## [What to produce]
Type out the data exactly as given. Skip any image.

## [Source material]
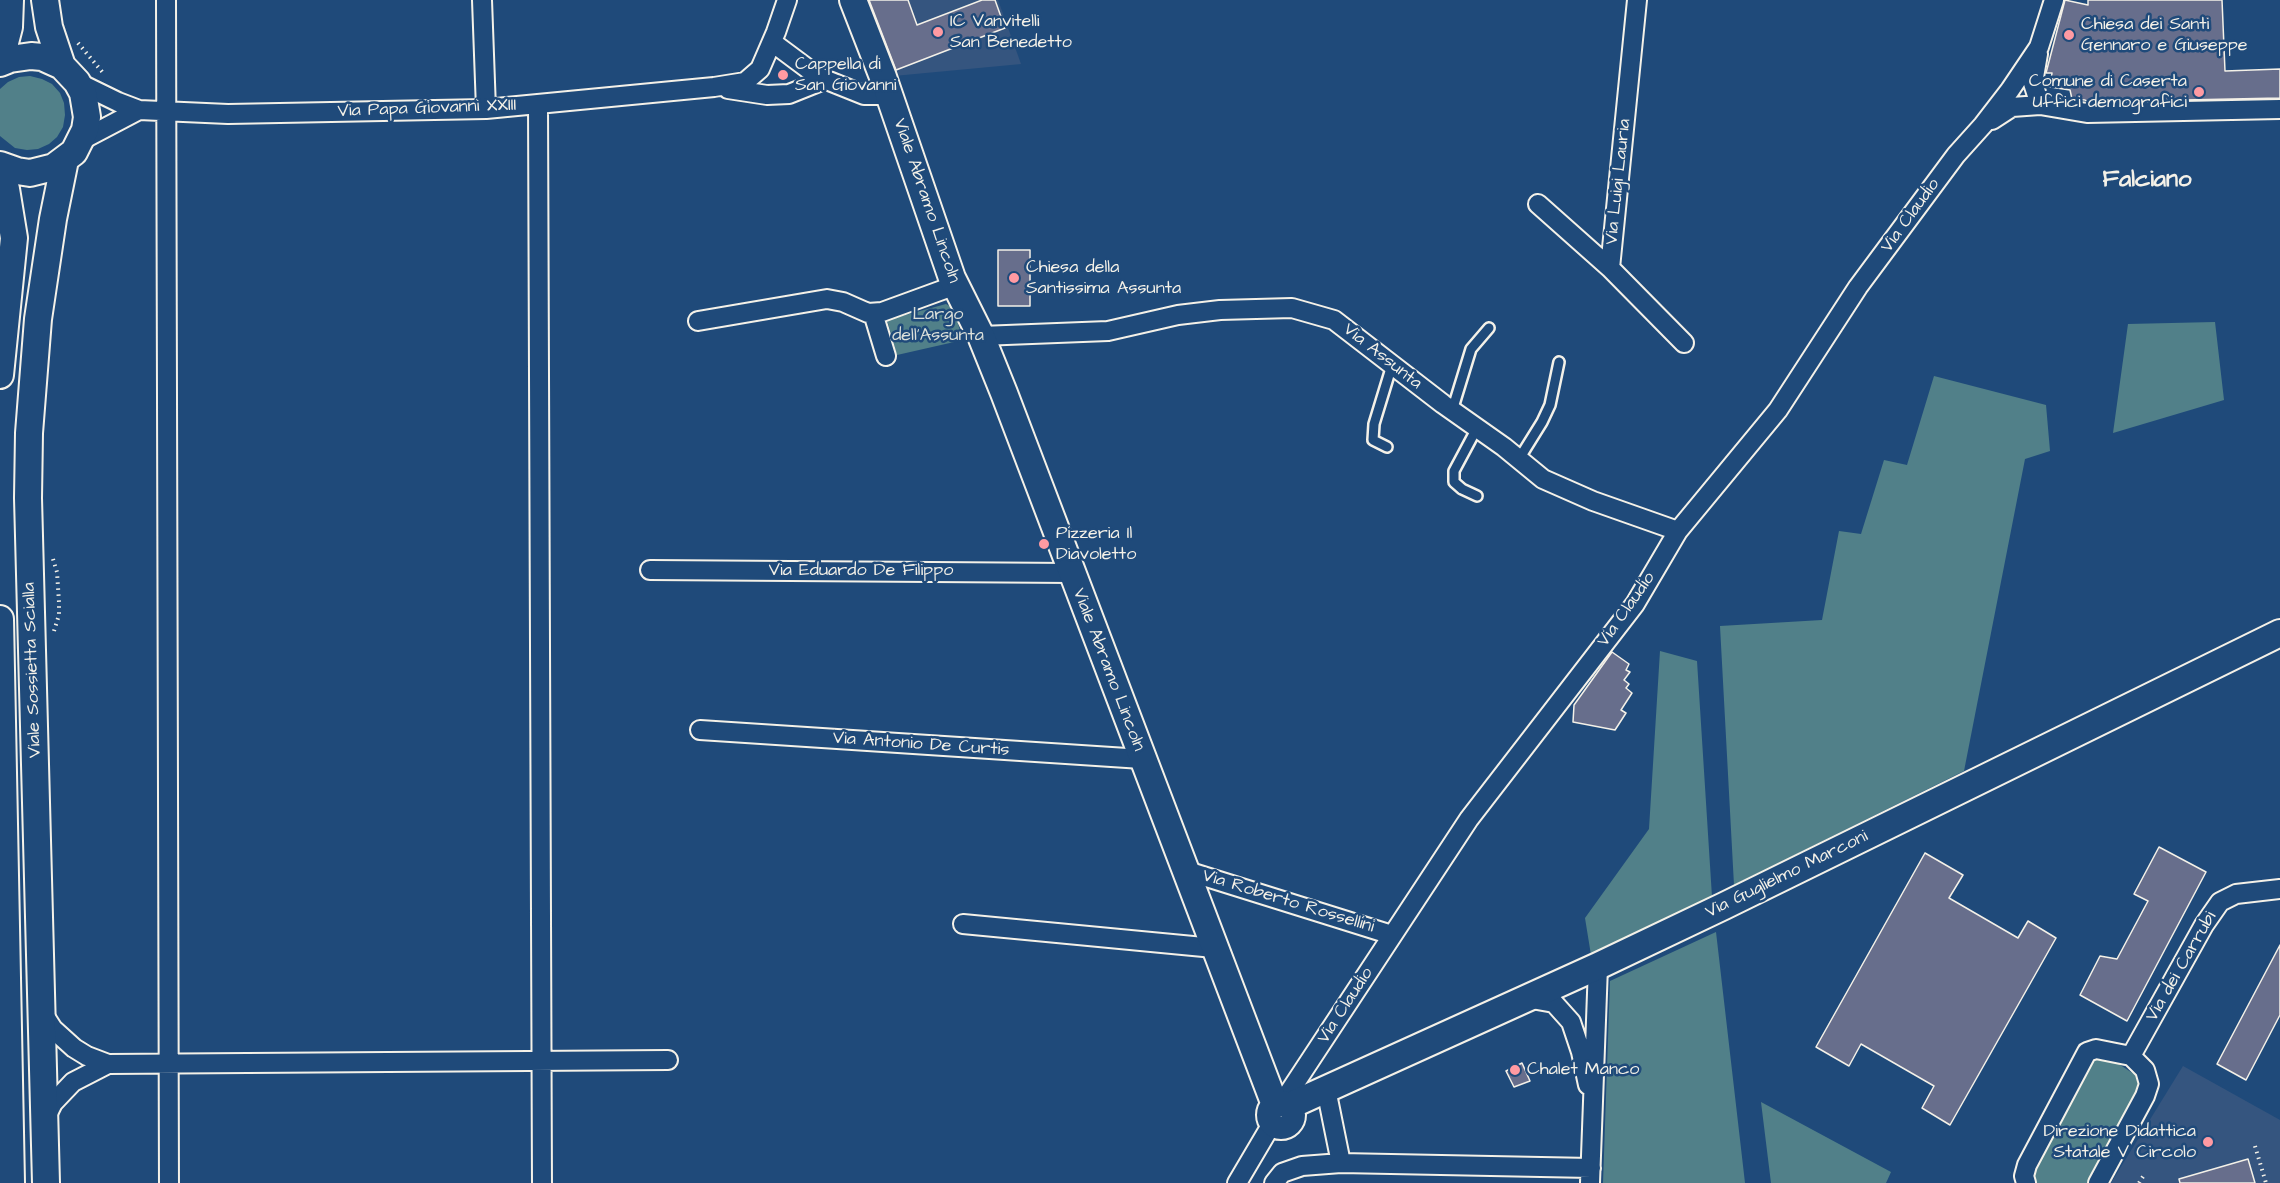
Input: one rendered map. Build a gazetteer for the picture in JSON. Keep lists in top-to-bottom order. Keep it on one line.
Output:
{"streets":{"street":["Via Papa Giovanni XXIII","Via Luigi Lauria","Viale Abramo Lincoln","Via Claudio","Via Assunta","Via Eduardo De Filippo","Viale Sossietta Scialla","Via Antonio De Curtis","Via Guglielmo Marconi","Via Roberto Rossellini","Via dei Carrubi"]},"crossings":[["Via Papa Giovanni XXIII","Viale Sossietta Scialla"],["Viale Abramo Lincoln","Via Claudio"],["Viale Abramo Lincoln","Via Assunta"],["Viale Abramo Lincoln","Via Eduardo De Filippo"],["Viale Abramo Lincoln","Via Antonio De Curtis"],["Viale Abramo Lincoln","Via Guglielmo Marconi"],["Viale Abramo Lincoln","Via Roberto Rossellini"],["Via Claudio","Via Assunta"],["Via Claudio","Via Guglielmo Marconi"],["Via Claudio","Via Roberto Rossellini"]],"districts":["Falciano"],"parks":["Largo dell'Assunta"],"places":["IC Vanvitelli San Benedetto","Chiesa dei Santi Gennaro e Giuseppe","Cappella di San Giovanni","Comune di Caserta Uffici demografici","Chiesa della Santissima Assunta","Pizzeria Il Diavoletto","Chalet Manco","Direzione Didattica Statale V Circolo"]}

## [Response]
Input: one rendered map. Build a gazetteer for the picture in JSON. Keep lists in top-to-bottom order. Keep it on one line.
Output:
{"streets":{"street":["Via Papa Giovanni XXIII","Via Luigi Lauria","Viale Abramo Lincoln","Via Claudio","Via Assunta","Via Eduardo De Filippo","Viale Sossietta Scialla","Via Antonio De Curtis","Via Guglielmo Marconi","Via Roberto Rossellini","Via dei Carrubi"]},"crossings":[["Via Papa Giovanni XXIII","Viale Sossietta Scialla"],["Viale Abramo Lincoln","Via Claudio"],["Viale Abramo Lincoln","Via Assunta"],["Viale Abramo Lincoln","Via Eduardo De Filippo"],["Viale Abramo Lincoln","Via Antonio De Curtis"],["Viale Abramo Lincoln","Via Guglielmo Marconi"],["Viale Abramo Lincoln","Via Roberto Rossellini"],["Via Claudio","Via Assunta"],["Via Claudio","Via Guglielmo Marconi"],["Via Claudio","Via Roberto Rossellini"]],"districts":["Falciano"],"parks":["Largo dell'Assunta"],"places":["IC Vanvitelli San Benedetto","Chiesa dei Santi Gennaro e Giuseppe","Cappella di San Giovanni","Comune di Caserta Uffici demografici","Chiesa della Santissima Assunta","Pizzeria Il Diavoletto","Chalet Manco","Direzione Didattica Statale V Circolo"]}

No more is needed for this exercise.